*Exercise goal*: An exact copy of all the data below is needed.

*Material provided*:

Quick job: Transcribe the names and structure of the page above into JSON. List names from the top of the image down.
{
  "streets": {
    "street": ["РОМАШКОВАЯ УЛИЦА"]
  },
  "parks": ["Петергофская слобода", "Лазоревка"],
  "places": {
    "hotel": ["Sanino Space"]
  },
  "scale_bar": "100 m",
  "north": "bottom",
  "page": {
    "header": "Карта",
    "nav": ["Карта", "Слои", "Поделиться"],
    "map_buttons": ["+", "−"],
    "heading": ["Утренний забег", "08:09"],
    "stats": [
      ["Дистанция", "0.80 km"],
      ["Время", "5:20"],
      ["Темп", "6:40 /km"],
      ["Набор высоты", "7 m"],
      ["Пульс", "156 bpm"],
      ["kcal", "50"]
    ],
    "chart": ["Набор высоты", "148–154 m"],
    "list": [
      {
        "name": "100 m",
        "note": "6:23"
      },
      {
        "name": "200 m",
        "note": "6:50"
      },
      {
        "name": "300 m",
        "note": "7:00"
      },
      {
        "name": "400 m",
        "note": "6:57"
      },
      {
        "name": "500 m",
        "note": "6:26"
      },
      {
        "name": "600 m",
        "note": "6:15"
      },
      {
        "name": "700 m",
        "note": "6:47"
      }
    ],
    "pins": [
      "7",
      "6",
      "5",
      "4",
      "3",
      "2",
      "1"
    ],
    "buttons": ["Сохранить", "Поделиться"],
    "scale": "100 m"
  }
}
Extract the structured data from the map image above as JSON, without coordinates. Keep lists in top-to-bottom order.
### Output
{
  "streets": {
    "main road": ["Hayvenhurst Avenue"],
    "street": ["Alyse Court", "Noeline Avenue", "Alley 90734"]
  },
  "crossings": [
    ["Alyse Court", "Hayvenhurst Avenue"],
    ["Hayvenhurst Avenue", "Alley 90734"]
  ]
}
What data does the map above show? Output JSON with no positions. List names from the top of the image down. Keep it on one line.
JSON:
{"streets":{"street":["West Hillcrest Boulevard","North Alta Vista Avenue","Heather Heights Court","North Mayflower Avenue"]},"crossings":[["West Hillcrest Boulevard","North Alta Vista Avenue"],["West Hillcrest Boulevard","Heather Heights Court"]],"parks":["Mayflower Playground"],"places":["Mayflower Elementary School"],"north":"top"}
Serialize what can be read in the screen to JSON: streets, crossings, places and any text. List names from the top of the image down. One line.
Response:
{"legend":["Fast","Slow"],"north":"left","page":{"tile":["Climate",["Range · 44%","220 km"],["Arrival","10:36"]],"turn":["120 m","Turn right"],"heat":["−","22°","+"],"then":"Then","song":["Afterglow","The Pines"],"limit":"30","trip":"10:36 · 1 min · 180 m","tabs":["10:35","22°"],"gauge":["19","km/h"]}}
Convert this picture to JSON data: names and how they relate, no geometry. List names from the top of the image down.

*Output for this task*:
Quick job: Transcribe the names and structure of the page above into JSON. List names from the top of the image down.
{
  "streets": {
    "street": ["РОМАШКОВАЯ УЛИЦА"]
  },
  "parks": ["Петергофская слобода", "Лазоревка"],
  "places": {
    "hotel": ["Sanino Space"]
  },
  "scale_bar": "100 m",
  "north": "bottom",
  "page": {
    "header": "Карта",
    "nav": ["Карта", "Слои", "Поделиться"],
    "map_buttons": ["+", "−"],
    "heading": ["Утренний забег", "08:09"],
    "stats": [
      ["Дистанция", "0.80 km"],
      ["Время", "5:20"],
      ["Темп", "6:40 /km"],
      ["Набор высоты", "7 m"],
      ["Пульс", "156 bpm"],
      ["kcal", "50"]
    ],
    "chart": ["Набор высоты", "148–154 m"],
    "list": [
      {
        "name": "100 m",
        "note": "6:23"
      },
      {
        "name": "200 m",
        "note": "6:50"
      },
      {
        "name": "300 m",
        "note": "7:00"
      },
      {
        "name": "400 m",
        "note": "6:57"
      },
      {
        "name": "500 m",
        "note": "6:26"
      },
      {
        "name": "600 m",
        "note": "6:15"
      },
      {
        "name": "700 m",
        "note": "6:47"
      }
    ],
    "pins": [
      "7",
      "6",
      "5",
      "4",
      "3",
      "2",
      "1"
    ],
    "buttons": ["Сохранить", "Поделиться"],
    "scale": "100 m"
  }
}
Extract the structured data from the map image above as JSON, without coordinates. Keep lists in top-to-bottom order.
### Output
{
  "streets": {
    "main road": ["Hayvenhurst Avenue"],
    "street": ["Alyse Court", "Noeline Avenue", "Alley 90734"]
  },
  "crossings": [
    ["Alyse Court", "Hayvenhurst Avenue"],
    ["Hayvenhurst Avenue", "Alley 90734"]
  ]
}
What data does the map above show? Output JSON with no positions. List names from the top of the image down. Keep it on one line.
JSON:
{"streets":{"street":["West Hillcrest Boulevard","North Alta Vista Avenue","Heather Heights Court","North Mayflower Avenue"]},"crossings":[["West Hillcrest Boulevard","North Alta Vista Avenue"],["West Hillcrest Boulevard","Heather Heights Court"]],"parks":["Mayflower Playground"],"places":["Mayflower Elementary School"],"north":"top"}
Serialize what can be read in the screen to JSON: streets, crossings, places and any text. List names from the top of the image down. One line.
Response:
{"legend":["Fast","Slow"],"north":"left","page":{"tile":["Climate",["Range · 44%","220 km"],["Arrival","10:36"]],"turn":["120 m","Turn right"],"heat":["−","22°","+"],"then":"Then","song":["Afterglow","The Pines"],"limit":"30","trip":"10:36 · 1 min · 180 m","tabs":["10:35","22°"],"gauge":["19","km/h"]}}
Convert this picture to JSON data: names and how they relate, no geometry. List names from the top of the image down.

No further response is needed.